# Data excerpt

---+---

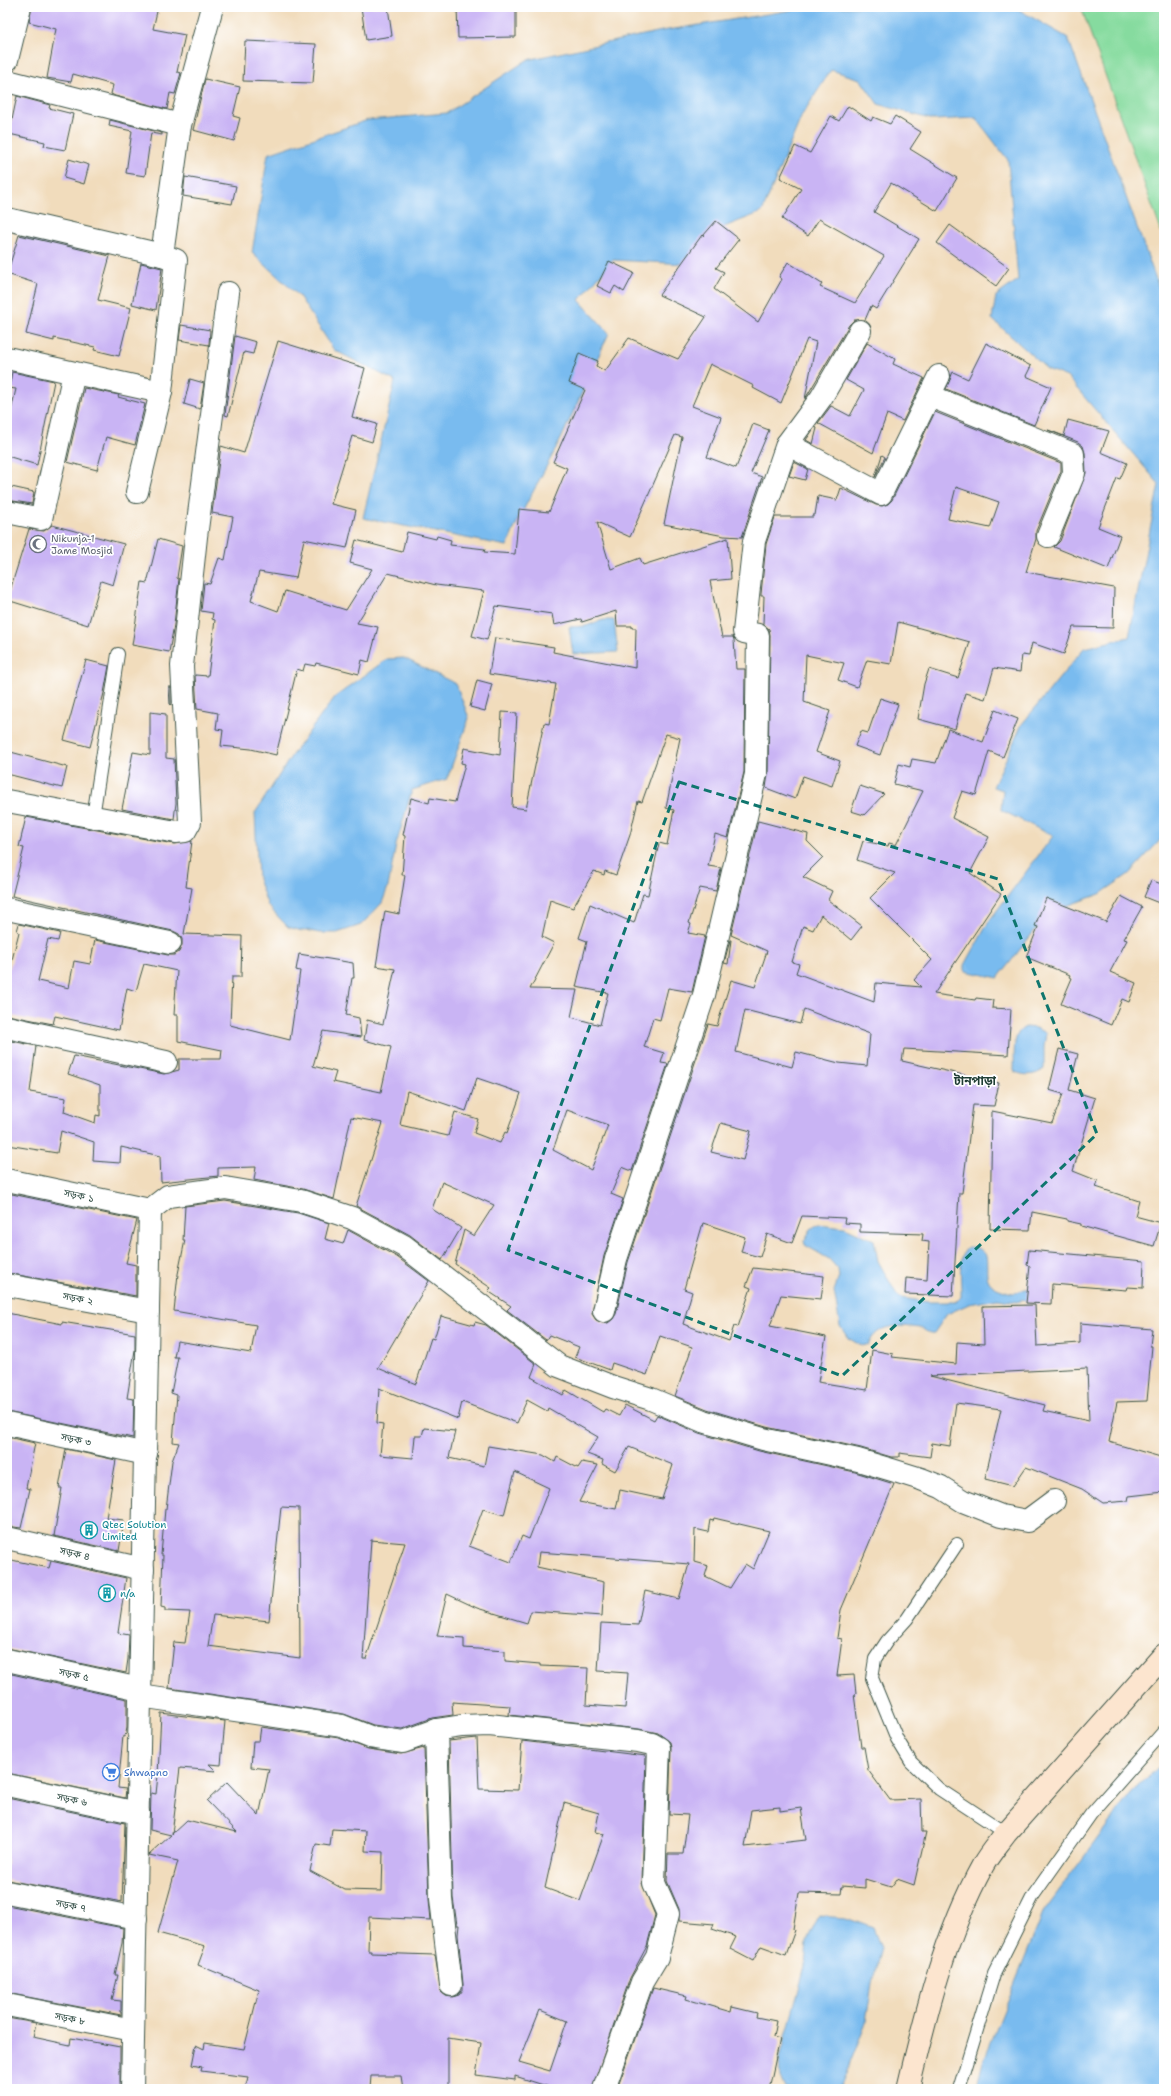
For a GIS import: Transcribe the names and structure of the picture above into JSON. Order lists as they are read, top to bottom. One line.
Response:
{"streets":{"street":["সড়ক ১","সড়ক ২","সড়ক ৩","সড়ক ৪","সড়ক ৫","সড়ক ৬","সড়ক ৭","সড়ক ৮"]},"districts":["টানপাড়া"],"places":{"mosque":["Nikunja-1 Jame Mosjid"],"building":["Qtec Solution Limited","n/a"],"supermarket":["Shwapno"]}}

---+---

# Work item
From the first line to the last, return the material above exactly, apart from the pictures.

# Exercise output
For a GIS import: Transcribe the names and structure of the picture above into JSON. Order lists as they are read, top to bottom. One line.
Response:
{"streets":{"street":["সড়ক ১","সড়ক ২","সড়ক ৩","সড়ক ৪","সড়ক ৫","সড়ক ৬","সড়ক ৭","সড়ক ৮"]},"districts":["টানপাড়া"],"places":{"mosque":["Nikunja-1 Jame Mosjid"],"building":["Qtec Solution Limited","n/a"],"supermarket":["Shwapno"]}}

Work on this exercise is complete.